YOUR GOAL: The answer is every line of the records that holds the word "image", copied in full.

MATERIAL TO PROCESS:
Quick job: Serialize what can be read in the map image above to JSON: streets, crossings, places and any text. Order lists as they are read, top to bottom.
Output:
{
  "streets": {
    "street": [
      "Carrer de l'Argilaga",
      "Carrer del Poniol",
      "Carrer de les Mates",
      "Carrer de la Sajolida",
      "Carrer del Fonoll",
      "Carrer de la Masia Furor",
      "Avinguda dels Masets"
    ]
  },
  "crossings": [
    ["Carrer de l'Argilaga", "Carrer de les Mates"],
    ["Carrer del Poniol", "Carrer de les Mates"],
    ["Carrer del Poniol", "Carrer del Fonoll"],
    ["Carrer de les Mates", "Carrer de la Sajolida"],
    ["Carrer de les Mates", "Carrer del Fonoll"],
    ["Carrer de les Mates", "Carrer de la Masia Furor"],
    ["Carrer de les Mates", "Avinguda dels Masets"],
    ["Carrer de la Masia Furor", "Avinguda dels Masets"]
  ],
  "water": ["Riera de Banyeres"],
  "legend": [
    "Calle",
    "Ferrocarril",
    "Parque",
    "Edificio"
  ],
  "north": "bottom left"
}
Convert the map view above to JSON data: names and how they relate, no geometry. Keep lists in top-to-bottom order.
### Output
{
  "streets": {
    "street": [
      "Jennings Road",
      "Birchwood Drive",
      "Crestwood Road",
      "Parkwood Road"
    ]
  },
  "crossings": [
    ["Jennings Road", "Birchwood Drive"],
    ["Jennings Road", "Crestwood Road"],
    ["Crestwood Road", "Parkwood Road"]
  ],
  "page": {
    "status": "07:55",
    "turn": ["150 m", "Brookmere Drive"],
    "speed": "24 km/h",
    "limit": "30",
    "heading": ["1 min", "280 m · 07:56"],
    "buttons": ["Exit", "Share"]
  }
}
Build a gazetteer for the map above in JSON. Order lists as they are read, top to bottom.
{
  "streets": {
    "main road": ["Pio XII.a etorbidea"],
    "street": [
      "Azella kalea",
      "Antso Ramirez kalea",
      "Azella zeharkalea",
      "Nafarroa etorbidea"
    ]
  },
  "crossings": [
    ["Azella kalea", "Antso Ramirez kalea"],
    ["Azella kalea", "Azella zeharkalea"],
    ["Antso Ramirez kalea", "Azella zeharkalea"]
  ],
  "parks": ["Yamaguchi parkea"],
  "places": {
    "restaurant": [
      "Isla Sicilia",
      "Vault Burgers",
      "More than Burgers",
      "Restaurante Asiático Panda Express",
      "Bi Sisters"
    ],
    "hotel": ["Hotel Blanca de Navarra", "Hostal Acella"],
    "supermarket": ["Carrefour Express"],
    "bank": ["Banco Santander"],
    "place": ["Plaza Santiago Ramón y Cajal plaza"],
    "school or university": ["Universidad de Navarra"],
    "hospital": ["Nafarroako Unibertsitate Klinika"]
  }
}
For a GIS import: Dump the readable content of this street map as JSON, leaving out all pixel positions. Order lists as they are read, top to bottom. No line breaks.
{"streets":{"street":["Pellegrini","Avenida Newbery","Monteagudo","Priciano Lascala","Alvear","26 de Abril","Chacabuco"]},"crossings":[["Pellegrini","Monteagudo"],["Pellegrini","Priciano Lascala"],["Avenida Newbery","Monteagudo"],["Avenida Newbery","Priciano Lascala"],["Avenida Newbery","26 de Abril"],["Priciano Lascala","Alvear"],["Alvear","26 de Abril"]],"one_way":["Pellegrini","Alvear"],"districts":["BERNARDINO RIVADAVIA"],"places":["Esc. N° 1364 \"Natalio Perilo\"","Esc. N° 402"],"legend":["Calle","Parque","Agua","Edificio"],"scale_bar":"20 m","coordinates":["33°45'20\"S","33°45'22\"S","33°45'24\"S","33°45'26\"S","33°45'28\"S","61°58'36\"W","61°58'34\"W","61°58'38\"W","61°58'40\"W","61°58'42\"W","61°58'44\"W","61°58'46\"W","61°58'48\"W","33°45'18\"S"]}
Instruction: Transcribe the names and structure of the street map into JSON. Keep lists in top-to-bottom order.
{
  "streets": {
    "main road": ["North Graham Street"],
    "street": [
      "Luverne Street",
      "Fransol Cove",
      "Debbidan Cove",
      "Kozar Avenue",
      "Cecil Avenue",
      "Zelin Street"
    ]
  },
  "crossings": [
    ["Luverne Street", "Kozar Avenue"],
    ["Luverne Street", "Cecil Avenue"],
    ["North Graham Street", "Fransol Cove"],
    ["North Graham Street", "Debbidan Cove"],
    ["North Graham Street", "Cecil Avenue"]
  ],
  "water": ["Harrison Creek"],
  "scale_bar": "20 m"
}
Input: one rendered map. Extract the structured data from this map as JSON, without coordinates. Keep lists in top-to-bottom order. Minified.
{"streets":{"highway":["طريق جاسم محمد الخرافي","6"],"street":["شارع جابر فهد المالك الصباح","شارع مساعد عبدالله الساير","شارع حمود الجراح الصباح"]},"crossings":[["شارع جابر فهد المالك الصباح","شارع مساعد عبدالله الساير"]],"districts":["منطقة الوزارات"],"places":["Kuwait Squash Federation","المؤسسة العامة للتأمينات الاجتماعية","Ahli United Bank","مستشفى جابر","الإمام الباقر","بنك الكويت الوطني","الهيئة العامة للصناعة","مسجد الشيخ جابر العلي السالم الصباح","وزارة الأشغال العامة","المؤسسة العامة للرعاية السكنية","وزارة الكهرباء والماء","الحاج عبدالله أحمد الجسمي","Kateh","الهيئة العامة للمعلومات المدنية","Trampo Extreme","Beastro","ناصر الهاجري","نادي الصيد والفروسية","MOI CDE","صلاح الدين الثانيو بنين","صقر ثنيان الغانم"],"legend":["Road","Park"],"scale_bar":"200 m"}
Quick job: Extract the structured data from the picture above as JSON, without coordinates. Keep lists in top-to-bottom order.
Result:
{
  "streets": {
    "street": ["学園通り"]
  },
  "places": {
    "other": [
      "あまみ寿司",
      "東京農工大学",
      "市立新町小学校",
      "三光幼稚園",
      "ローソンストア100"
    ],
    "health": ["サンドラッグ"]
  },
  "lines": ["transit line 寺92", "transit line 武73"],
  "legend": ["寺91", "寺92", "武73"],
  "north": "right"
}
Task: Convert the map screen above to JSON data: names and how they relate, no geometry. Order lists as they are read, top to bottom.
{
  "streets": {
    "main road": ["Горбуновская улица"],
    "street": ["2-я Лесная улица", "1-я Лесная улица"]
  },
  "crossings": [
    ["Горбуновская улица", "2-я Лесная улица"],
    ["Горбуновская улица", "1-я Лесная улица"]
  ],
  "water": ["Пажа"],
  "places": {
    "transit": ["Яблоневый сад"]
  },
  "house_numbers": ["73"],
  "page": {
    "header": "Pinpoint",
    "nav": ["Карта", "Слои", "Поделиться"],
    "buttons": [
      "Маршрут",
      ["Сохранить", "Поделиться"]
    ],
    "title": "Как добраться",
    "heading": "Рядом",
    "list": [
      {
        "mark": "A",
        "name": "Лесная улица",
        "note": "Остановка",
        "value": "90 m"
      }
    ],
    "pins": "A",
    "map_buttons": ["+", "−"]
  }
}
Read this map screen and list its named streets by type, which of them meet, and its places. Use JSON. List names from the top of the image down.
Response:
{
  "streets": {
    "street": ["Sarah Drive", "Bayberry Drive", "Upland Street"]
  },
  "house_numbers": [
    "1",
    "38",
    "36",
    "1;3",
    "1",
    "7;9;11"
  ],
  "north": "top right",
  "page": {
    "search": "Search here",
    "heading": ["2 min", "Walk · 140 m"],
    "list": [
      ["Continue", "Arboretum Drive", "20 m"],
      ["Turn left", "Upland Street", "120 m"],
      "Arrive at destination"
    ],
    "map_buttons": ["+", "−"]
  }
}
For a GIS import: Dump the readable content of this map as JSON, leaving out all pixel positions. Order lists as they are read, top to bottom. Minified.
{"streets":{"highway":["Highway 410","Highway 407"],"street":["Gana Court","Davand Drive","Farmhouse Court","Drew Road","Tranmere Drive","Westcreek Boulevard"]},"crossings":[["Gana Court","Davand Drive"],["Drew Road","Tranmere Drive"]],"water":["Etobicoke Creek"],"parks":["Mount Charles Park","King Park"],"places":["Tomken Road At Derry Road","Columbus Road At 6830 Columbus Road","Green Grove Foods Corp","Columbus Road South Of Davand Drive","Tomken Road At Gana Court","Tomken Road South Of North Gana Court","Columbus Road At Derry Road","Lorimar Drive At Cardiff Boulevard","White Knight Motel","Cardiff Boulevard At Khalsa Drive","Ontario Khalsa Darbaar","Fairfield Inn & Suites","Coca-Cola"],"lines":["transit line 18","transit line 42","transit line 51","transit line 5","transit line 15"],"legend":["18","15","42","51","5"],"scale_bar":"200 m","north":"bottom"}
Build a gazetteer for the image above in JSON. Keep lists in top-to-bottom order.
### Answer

EXERCISE RESULT:
Quick job: Serialize what can be read in the map image above to JSON: streets, crossings, places and any text. Order lists as they are read, top to bottom.
Read this map screen and list its named streets by type, which of them meet, and its places. Use JSON. List names from the top of the image down.
Build a gazetteer for the image above in JSON. Keep lists in top-to-bottom order.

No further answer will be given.